PERSONALIZED MEDICINE IN NEUROLOGICAL PRACTICE; FOCUS ON MIGRAINES:
*Balarabe S. A. and Maiyaki A. S.
ABSTRACT
Background: Scientific advancements offer the potential to define an individual's risk based on their genetic make-up as well as the contribution of genes, proteins, and metabolic pathways to human physiology and variations of these pathways that can lead to disease susceptibility. It is hoped that these fields will enable new approaches to diagnosis, drug development, and individualized therapy through the principle of personalized medicine. Personalized Medicine entails that managing a patient's health should be based on the individual patient's specific characteristics, including age, gender, height, weight, diet and environment. Additionally, personalized medicine allow for preventive measures such as lifestyle modifications, earlier screening, or use of prophylactic medications.
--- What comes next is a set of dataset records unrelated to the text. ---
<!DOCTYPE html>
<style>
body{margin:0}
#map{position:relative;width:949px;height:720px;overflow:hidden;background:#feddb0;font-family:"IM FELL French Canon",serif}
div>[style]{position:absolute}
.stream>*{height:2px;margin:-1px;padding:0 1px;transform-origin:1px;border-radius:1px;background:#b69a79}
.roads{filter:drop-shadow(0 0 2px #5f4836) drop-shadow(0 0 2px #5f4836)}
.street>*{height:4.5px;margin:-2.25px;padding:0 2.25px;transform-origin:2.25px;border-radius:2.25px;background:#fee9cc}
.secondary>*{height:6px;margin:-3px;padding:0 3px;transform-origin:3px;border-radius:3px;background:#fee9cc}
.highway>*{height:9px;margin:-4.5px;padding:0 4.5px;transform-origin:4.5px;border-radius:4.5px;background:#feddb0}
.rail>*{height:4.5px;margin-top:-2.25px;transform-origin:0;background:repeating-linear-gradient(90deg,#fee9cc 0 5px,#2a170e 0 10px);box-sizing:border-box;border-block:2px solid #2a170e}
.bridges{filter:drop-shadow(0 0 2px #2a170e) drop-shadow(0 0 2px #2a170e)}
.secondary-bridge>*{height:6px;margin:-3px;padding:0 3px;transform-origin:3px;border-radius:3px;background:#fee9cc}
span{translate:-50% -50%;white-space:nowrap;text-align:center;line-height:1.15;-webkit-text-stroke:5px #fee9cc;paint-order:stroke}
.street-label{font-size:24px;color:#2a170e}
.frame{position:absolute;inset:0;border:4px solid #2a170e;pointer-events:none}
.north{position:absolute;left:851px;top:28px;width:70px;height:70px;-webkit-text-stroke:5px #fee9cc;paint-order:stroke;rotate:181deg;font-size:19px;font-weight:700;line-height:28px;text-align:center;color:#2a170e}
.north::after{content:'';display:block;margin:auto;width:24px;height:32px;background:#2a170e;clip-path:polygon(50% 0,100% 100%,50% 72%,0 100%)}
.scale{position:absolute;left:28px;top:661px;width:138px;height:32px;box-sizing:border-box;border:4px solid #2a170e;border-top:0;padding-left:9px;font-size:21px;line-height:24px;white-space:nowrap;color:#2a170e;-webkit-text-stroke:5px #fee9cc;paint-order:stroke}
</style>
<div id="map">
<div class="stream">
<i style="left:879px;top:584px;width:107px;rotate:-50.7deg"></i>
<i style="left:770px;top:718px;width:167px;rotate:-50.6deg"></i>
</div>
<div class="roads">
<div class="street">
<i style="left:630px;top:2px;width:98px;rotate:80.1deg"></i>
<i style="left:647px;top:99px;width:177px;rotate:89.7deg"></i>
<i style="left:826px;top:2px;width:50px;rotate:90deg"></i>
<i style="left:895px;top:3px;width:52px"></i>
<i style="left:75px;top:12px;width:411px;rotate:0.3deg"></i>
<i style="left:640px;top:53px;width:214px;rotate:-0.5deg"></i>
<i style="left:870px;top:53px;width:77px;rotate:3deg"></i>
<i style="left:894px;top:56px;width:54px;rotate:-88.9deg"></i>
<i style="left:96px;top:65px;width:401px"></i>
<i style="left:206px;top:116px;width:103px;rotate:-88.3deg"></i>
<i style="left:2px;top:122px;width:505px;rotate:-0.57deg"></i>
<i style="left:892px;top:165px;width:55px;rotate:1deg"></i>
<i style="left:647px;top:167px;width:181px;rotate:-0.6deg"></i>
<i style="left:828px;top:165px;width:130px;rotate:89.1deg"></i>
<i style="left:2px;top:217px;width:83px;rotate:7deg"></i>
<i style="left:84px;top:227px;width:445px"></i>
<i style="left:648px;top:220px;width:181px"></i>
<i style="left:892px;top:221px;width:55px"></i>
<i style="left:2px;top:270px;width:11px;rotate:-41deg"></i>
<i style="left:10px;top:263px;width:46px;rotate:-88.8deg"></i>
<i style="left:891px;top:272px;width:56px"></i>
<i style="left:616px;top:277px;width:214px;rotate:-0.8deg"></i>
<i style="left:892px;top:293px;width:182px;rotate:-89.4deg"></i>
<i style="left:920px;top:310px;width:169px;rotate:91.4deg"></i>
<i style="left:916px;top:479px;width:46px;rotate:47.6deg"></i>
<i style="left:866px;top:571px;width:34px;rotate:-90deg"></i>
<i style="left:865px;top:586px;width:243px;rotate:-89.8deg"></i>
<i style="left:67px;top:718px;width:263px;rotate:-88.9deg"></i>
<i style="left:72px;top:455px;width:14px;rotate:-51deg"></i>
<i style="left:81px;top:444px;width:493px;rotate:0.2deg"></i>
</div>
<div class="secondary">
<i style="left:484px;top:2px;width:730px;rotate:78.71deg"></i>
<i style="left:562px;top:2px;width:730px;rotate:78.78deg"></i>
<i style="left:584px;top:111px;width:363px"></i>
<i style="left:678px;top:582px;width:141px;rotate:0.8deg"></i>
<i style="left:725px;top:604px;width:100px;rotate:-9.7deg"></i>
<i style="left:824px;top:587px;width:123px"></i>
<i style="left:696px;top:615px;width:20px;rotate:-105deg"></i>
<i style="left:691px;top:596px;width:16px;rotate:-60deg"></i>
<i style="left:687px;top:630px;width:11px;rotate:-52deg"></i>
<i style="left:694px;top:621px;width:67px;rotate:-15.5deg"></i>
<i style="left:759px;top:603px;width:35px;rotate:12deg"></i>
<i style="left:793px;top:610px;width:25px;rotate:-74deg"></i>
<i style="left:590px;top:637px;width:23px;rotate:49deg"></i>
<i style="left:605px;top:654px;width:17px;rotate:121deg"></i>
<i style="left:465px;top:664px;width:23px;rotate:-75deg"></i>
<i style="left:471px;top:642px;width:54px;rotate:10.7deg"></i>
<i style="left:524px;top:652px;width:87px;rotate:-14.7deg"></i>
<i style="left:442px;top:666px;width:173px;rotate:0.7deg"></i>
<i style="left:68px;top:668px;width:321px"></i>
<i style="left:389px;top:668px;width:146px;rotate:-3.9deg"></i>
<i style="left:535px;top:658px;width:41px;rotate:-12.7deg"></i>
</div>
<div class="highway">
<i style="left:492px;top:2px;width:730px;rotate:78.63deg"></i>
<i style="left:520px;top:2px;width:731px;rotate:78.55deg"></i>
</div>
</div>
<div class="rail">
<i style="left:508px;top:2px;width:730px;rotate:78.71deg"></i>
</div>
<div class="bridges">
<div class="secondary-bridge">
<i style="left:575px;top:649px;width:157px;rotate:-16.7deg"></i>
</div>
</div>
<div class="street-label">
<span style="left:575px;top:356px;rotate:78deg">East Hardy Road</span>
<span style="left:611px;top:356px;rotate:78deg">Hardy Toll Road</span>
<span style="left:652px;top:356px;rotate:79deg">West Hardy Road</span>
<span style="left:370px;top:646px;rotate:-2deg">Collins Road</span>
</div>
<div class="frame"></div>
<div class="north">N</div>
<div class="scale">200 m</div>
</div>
Clinical assessment of patients with suspected neurological disease reveal a highly variable relationship between location, type of the lesion, nature of the lesion and the consequent functional deficit. As such, there currently exists no reliable framework for correlating neuronal injury to functional deficit that sufficiently explains the observed variation or predicts recovery. However, it is a well known fact that focal damage to the brain results in disruption of a distributed network of connections originating in the damaged region(s), suggesting that some of the variations may be due to a network response. This is where personalized medicine is linked to neurological practice. Consequently, this review, tends to shed more light on the important roles of genomic information applied in personalized care of patients with migraine.
Keywords: Migraines, Personalized medicine, Neurological practice, Genetics, Pharmacogenomics, Precision medicine.